THE TASK: Exactly as written, transcribe the data from its opening line through the line containing "filter:drop-shadow(2px 0 #948872)". Leave every picture out.

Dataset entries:
•••••

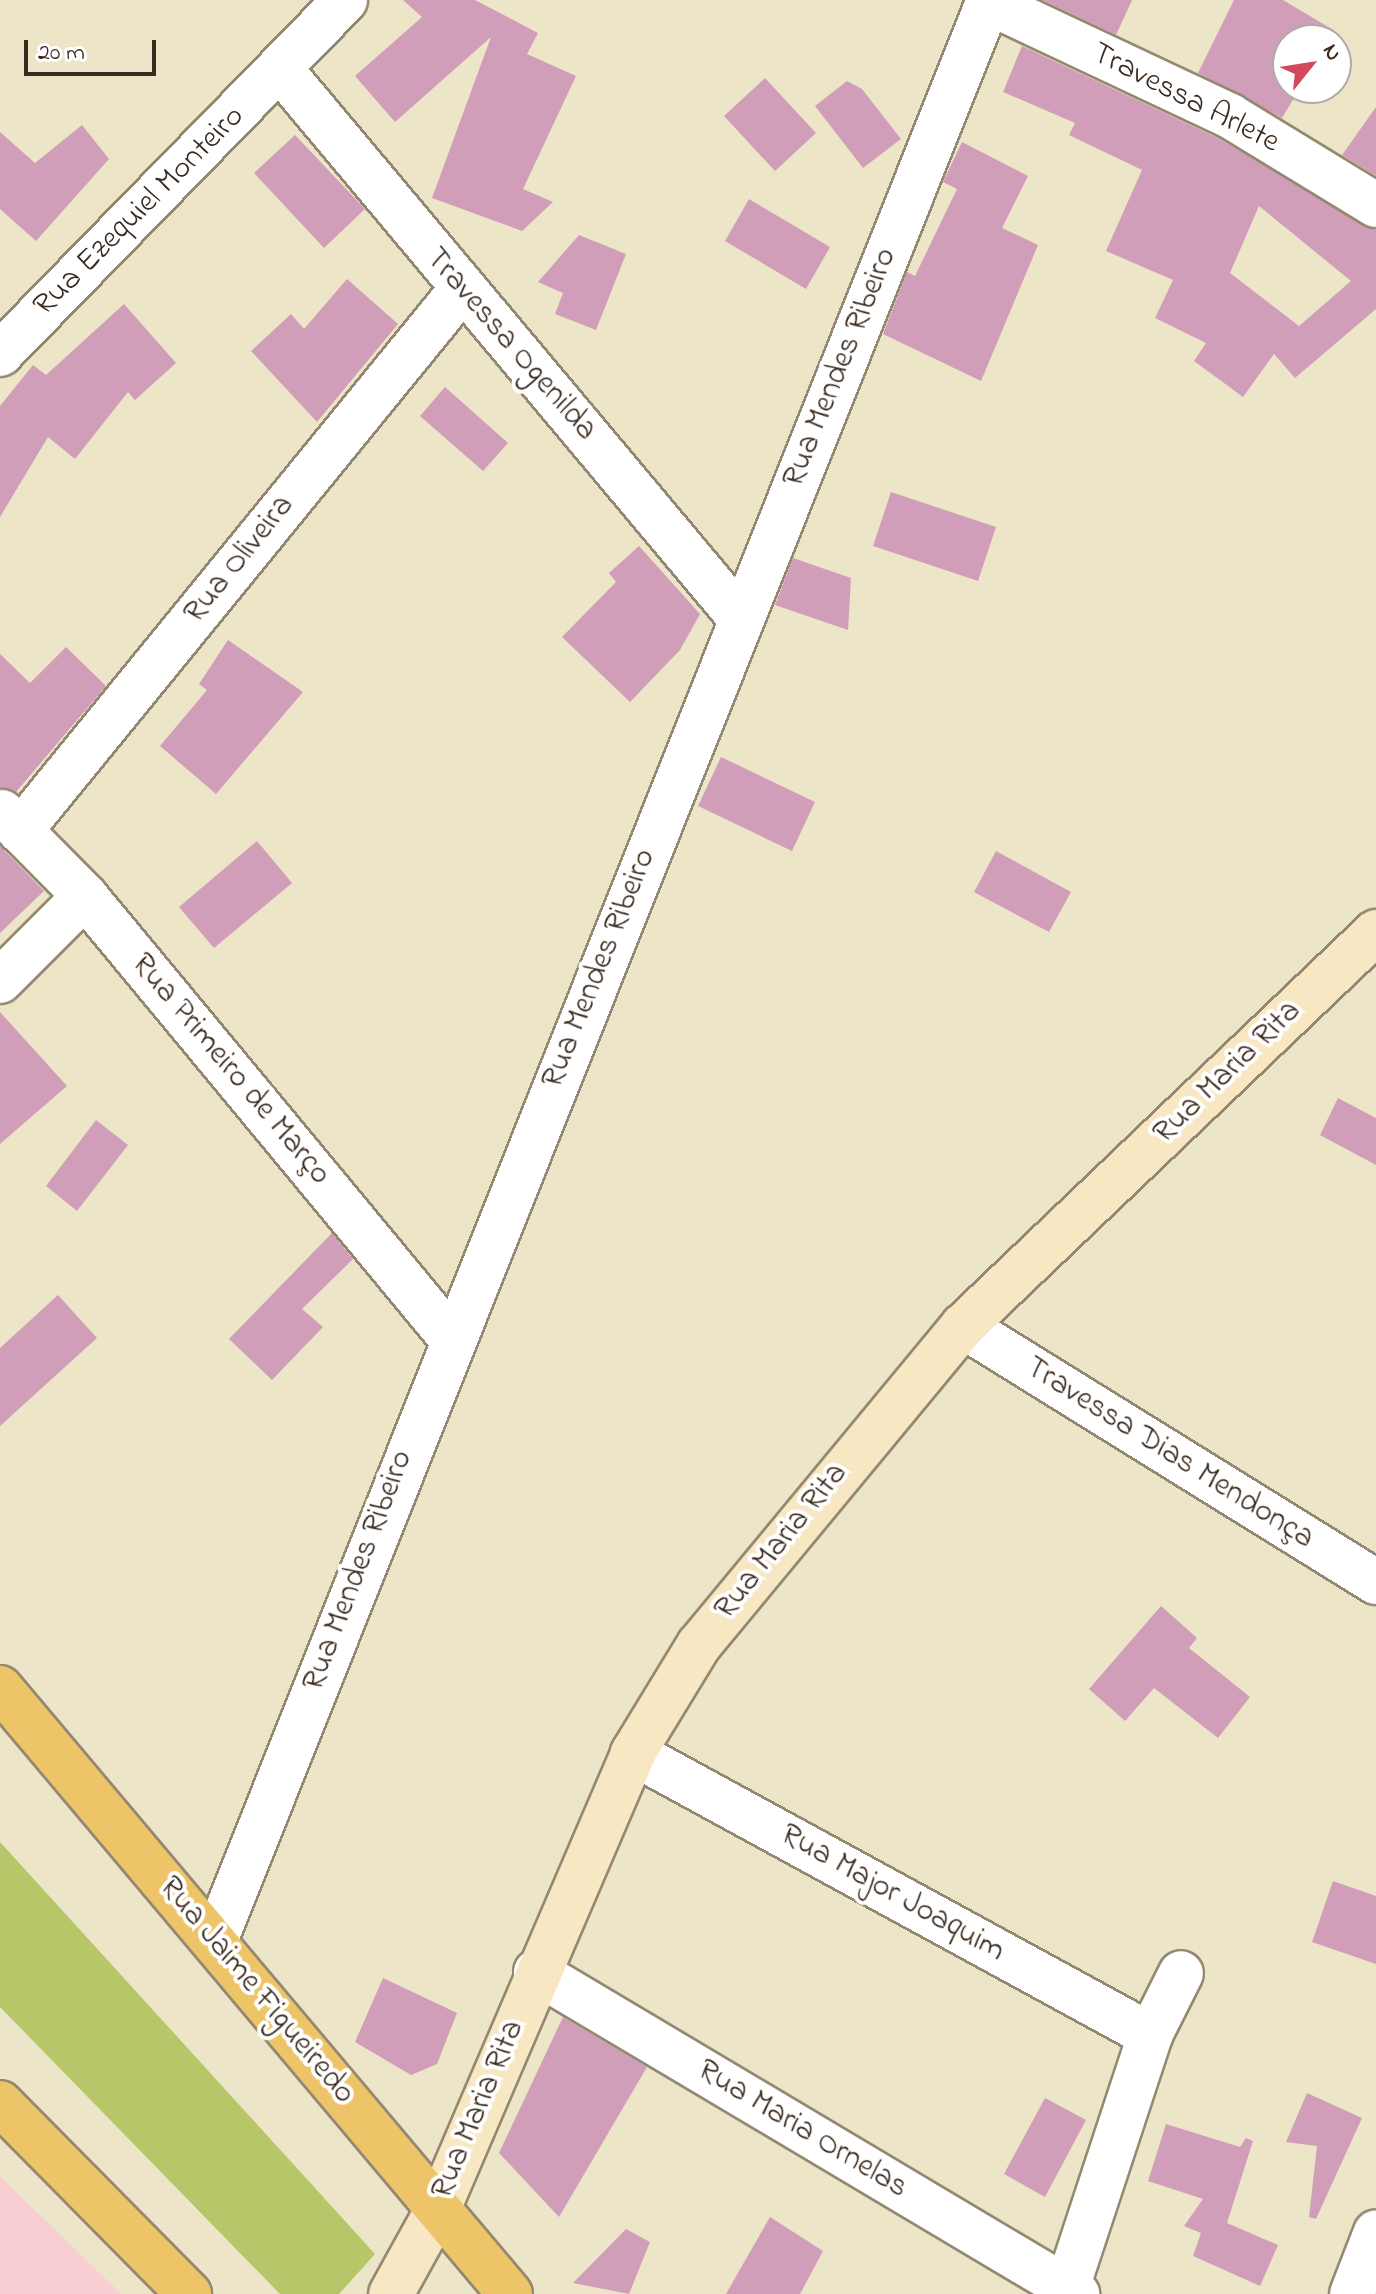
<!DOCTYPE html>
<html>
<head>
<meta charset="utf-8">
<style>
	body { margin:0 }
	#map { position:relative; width:1376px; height:2294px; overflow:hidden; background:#ede5c7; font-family:"Indie Flower",sans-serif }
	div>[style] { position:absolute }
	.built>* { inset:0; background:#f7cfd2 }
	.green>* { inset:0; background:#b7c668 }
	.building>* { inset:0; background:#d19eb9 }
	.roads { filter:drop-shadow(2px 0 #948872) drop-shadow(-2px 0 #948872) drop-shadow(0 2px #948872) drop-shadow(0 -2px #948872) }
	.street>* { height:44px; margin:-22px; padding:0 22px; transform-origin:22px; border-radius:22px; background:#fff }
	.secondary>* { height:44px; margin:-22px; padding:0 22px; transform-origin:22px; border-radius:22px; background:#f8e7c3 }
	.primary>* { height:44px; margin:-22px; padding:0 22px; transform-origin:22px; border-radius:22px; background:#eec469 }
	span { translate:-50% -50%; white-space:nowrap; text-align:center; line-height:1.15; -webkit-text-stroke:8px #fff; paint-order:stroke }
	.street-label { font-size:32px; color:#3b2a1e }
	.north { position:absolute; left:1272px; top:24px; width:80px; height:80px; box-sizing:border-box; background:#fff; border:2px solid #b1aaa5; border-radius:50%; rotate:60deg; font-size:22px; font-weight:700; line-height:32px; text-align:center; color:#3b2a1e }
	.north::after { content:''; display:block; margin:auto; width:28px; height:36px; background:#d1495b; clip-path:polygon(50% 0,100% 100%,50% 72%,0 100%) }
	.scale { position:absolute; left:24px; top:40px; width:132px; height:36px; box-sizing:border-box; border:4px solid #3b2a1e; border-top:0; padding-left:10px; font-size:24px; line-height:28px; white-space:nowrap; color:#3b2a1e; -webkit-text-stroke:6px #fff; paint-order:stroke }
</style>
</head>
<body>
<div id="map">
	<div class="built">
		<i style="clip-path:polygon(0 2176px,121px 2294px,0 2294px)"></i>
	</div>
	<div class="green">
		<i style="clip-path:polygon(0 1842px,375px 2254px,339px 2294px,280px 2294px,0 2007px)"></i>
	</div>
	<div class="building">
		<i style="clip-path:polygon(403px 0,475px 0,538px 33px,527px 54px,576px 76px,523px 189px,553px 202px,522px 231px,432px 198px,491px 37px,395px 122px,355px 76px,422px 17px)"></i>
		<i style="clip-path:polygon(1042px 0,1132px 0,1116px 35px)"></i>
		<i style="clip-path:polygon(1234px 0,1283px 0,1335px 31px,1329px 40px,1288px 40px,1288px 88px,1300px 88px,1282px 118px,1198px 73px)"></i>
		<i style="clip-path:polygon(evenodd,1022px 46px,1218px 138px,1376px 230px,1376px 309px,1295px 378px,1274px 354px,1243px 397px,1194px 361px,1206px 343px,1155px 318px,1173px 280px,1106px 251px,1142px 170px,1069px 135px,1075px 123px,1003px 92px,1022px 46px,1259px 206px,1351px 281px,1299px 326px,1230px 273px,1259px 206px)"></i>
		<i style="clip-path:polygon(765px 78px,816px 133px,775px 171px,724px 116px)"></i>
		<i style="clip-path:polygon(847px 81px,862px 89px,901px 139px,863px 168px,815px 106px)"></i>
		<i style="clip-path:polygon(1376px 107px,1376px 176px,1342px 155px)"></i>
		<i style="clip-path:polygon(82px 125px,109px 159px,36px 241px,0 209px,0 132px,35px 163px)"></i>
		<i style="clip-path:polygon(295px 135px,365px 209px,324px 248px,254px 173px)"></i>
		<i style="clip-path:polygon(962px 142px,1028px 176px,1002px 228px,1038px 245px,981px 381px,883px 334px,907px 272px,915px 276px,957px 189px,943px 182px)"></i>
		<i style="clip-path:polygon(749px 199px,830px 247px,806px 289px,725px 241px)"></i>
		<i style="clip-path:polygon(579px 235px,626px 254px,596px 330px,555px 314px,563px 293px,538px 282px)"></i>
		<i style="clip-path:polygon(347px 279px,398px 324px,317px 422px,251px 351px,291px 314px,304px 329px)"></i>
		<i style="clip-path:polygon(124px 304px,176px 363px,135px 400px,128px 392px,75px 459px,48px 437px,0 517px,0 406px,33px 365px,46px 375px)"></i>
		<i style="clip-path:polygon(445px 387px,508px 443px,483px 471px,420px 416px)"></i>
		<i style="clip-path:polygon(891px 492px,996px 527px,978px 581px,873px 546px)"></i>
		<i style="clip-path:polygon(639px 546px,700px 614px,680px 650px,630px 702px,562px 637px,616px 582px,609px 573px)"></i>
		<i style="clip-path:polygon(793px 558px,851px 578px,848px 630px,775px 605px)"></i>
		<i style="clip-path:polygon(228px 640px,303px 692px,216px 794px,160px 746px,207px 690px,199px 684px)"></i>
		<i style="clip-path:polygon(66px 647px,106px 686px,16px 792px,0 788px,0 654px,30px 683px)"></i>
		<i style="clip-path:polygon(721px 757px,815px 802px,792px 851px,698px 806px)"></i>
		<i style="clip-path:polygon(257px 841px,292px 883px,214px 948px,179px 907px)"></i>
		<i style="clip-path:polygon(0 846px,44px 891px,0 933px)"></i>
		<i style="clip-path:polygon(996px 851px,1071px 892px,1049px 932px,974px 892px)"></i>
		<i style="clip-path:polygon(0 1012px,67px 1086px,0 1144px)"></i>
		<i style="clip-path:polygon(1338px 1098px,1376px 1118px,1376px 1165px,1320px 1135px)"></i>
		<i style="clip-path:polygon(96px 1120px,128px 1145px,77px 1211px,46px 1186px)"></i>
		<i style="clip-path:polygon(332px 1233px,353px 1259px,302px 1309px,323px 1327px,272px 1380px,229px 1339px)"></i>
		<i style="clip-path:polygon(58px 1295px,97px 1338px,0 1426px,0 1348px)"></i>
		<i style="clip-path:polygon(1161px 1606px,1197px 1638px,1189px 1648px,1250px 1697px,1218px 1738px,1154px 1688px,1125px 1721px,1089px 1689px)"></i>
		<i style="clip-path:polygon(1333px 1881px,1376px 1896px,1376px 1964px,1312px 1942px)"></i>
		<i style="clip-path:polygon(383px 1978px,457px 2013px,437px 2064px,411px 2075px,355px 2042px)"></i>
		<i style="clip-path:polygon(563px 2017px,647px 2067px,559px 2217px,499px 2153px)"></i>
		<i style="clip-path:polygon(1307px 2093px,1362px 2118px,1316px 2219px,1309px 2217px,1317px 2146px,1286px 2142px)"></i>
		<i style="clip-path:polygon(1045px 2098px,1086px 2120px,1045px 2197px,1004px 2174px)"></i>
		<i style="clip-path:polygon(1166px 2124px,1240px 2147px,1246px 2138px,1253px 2141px,1227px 2223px,1278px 2245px,1260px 2286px,1193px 2256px,1201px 2233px,1184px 2226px,1203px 2199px,1148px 2181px)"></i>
		<i style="clip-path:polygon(770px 2217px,823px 2251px,800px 2294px,726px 2294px)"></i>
		<i style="clip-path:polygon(626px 2229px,650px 2242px,629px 2294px,573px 2283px)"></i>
	</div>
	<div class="roads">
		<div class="street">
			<i style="left:988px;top:2px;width:268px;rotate:25.2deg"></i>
			<i style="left:1230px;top:116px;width:171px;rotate:31.4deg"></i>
			<i style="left:281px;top:70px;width:716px;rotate:50.04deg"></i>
			<i style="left:0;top:354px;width:494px;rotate:-45.7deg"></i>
			<i style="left:2px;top:812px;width:118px;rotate:45.3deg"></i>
			<i style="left:85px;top:896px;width:574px;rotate:50.37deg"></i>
			<i style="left:20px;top:831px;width:698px;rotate:-50.81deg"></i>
			<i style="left:0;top:981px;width:120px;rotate:-45deg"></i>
			<i style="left:963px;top:1326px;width:486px;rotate:31.8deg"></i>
			<i style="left:633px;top:1753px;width:589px;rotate:28.61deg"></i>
			<i style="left:215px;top:1941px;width:2090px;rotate:-68.26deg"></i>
			<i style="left:536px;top:1972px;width:630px;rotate:30.76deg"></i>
			<i style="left:1067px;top:2288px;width:266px;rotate:-71.8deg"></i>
			<i style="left:1150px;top:2035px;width:69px;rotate:-63.4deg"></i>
			<i style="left:1352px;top:2294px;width:66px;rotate:-68.8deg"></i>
		</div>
		<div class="secondary">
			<i style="left:391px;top:2294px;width:97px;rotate:-61.1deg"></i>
			<i style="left:438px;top:2209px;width:496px;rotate:-66.8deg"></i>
			<i style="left:633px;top:1753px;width:127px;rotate:-58.6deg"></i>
			<i style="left:699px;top:1645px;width:414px;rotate:-50.4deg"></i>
			<i style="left:963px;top:1326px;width:571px;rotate:-43.65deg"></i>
		</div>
		<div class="primary">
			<i style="left:0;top:1688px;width:792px;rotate:49.92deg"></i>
			<i style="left:0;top:2103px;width:269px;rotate:45.3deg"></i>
		</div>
	</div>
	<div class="street-label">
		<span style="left:1185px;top:99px;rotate:27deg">Travessa Arlete</span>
		<span style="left:140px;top:212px;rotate:-45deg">Rua Ezequiel Monteiro</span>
		<span style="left:510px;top:345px;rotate:49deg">Travessa Ogenilda</span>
		<span style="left:841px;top:368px;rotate:-68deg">Rua Mendes Ribeiro</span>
		<span style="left:240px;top:560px;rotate:-51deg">Rua Oliveira</span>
		<span style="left:600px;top:969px;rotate:-68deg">Rua Mendes Ribeiro</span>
		<span style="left:230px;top:1070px;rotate:50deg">Rua Primeiro de Março</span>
		<span style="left:1228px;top:1073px;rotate:-44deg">Rua Maria Rita</span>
		<span style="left:1169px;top:1454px;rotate:32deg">Travessa Dias Mendonça</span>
		<span style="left:782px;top:1542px;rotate:-51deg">Rua Maria Rita</span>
		<span style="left:359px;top:1571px;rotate:-69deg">Rua Mendes Ribeiro</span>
		<span style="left:892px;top:1894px;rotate:29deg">Rua Major Joaquim</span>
		<span style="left:256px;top:1991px;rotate:50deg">Rua Jaime Figueiredo</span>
		<span style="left:479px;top:2110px;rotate:-67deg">Rua Maria Rita</span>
		<span style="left:802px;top:2130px;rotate:31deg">Rua Maria Ornelas</span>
	</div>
	<div class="north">N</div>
	<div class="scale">20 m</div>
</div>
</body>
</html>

•••••

SOLVED PROBLEM:
<!DOCTYPE html>
<html>
<head>
<meta charset="utf-8">
<style>
	body { margin:0 }
	#map { position:relative; width:1376px; height:2294px; overflow:hidden; background:#ede5c7; font-family:"Indie Flower",sans-serif }
	div>[style] { position:absolute }
	.built>* { inset:0; background:#f7cfd2 }
	.green>* { inset:0; background:#b7c668 }
	.building>* { inset:0; background:#d19eb9 }
	.roads { filter:drop-shadow(2px 0 #948872) drop-shadow(-2px 0 #948872) drop-shadow(0 2px #948872) drop-shadow(0 -2px #948872) }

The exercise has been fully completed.